Yiyun Li Quotes
“Life can be reset, it seems to say; time can be separated. But that logic appears to me as unlikely as traveling to another place to become a different person. Altered sceneries are at best distractions, or else new settings for old habits. What one carries from one point to another, geographically or temporally, is one’s self. Even the most inconsistent person is consistently himself.”
“Isolation, I was reminded again and again, is a danger. But what if one's real context is in books? Some days, going from one book to another, preoccupied with thoughts that were of no importance, I would feel a rare moment of serenity: all that could not be solved in my life was merely a trifle as long as I kept it at a distance. Between that suspended life and myself were these dead people and imagined characters. One could spend one's days among them as a child arranges a circle of stuffed animals when the darkness of night closes in.”
“After the second of two hospital stays following a difficult time, I went to a program for those whose lives have fallen apart. Often someone would say—weeping, shaking, or dry eyed—that he or she wished to go back in time and make everything right again. I wished, too, that life could be reset, but reset from when? From each point I could go to an earlier point: warning signs neglected, mistakes aggregated, but it was useless to do so, as I often ended up with the violent wish that I had never been born. I was quiet most of the time, until I was told I was evasive and not making progress. But my pain was my private matter, I thought; if I could understand and articulate my problems I wouldn’t have been there in the first place. Do you want to share anything, I was prompted when I had little to offer. By then I felt my hope had run out.
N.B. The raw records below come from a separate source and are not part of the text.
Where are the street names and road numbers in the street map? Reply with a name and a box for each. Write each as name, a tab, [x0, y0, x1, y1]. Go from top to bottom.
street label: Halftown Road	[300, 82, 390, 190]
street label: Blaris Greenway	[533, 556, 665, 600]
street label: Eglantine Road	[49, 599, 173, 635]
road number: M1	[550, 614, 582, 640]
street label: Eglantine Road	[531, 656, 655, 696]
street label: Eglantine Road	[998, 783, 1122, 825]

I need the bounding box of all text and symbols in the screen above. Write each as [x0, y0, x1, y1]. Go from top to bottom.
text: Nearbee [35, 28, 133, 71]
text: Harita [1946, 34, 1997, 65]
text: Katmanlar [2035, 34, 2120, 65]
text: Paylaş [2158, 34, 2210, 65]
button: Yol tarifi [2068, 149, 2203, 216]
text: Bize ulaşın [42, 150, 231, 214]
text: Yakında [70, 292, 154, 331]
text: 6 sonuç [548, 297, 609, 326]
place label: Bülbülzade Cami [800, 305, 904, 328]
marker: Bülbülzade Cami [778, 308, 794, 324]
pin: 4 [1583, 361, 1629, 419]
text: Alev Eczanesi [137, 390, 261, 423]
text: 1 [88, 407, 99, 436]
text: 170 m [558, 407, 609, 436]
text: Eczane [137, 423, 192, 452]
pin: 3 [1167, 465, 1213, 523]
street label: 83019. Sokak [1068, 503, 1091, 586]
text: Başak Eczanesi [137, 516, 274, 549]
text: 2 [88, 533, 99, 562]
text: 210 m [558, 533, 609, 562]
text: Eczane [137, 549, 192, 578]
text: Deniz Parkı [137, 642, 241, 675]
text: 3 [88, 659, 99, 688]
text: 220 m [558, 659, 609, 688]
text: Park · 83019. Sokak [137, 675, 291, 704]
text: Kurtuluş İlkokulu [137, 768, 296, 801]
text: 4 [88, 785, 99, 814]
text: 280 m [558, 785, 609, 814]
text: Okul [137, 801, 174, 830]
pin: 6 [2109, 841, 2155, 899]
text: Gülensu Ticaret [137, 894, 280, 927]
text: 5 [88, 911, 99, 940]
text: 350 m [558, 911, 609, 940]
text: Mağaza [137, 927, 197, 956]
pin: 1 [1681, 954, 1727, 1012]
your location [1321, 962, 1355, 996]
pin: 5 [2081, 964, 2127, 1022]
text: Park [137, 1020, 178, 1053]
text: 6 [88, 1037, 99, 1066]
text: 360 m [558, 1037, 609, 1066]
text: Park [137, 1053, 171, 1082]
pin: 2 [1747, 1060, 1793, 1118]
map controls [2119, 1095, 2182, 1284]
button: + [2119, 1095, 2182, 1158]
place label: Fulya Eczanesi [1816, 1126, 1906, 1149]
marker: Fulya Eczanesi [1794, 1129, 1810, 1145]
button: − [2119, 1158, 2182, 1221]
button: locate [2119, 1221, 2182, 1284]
I saw the revolving door admitting new people and letting old people out into the world; similar stories were told with the same remorse and despair; the lectures were on the third repeat. What if I were stuck forever in that basement room? I broke down and could feel a collective sigh: my tears seemed to prove that finally I intended to cooperate. I had only wanted to stay invisible, but there as elsewhere invisibility is a luxury.”
“It saddened her that Luo insisted on holding on to her as if they had started to share some vital organs during their twenty years of marriage. She wondered if this was a sign of old age, of losing hope and the courage for changes. She herself could easily picture vanishing from their shared life, but then perhaps it was a sign of aging on her part, a desire for loneliness that would eventually make death a relief.”
“Sometimes I imagine that writing is a survey I carry out, asking everyone I encounter, in reality or in fiction: How much of your life is lived to be known by others? To be understood? How much of your life is lived to know and understand others? But like all surveys the questions are simplifications. How much does one trust others to be known, to be understood; how much does one believe in the possibilities of one person’s knowing and understanding another.”
- Date of birth: January 01, 1972
- Born: in Beijing, China.
- Description: Yiyun Li grew up in Beijing, China and moved to the United States in 1996. She received an MFA from Iowa Writers' Workshop and an MFA in creative nonfiction writing from the University of Iowa. Her stories and essays have been published in The New Yorker, The Paris Review,and elsewhere. She has received a Whiting Writers' Award and was awarded a Lannan Foundation residency in Marfa, TX. Her debut collection, A Thousand Years of Good Prayers, won the Frank O’Connor International Short Story Award, PEN/Hemingway Award, Guardian First Book Award, and California Book Award for first fiction. She was recently selected as one of Granta's 21 Best of Young American Novelists. She lives in Oakland, California with her husband and their two sons, and teaches at University of California, Davis.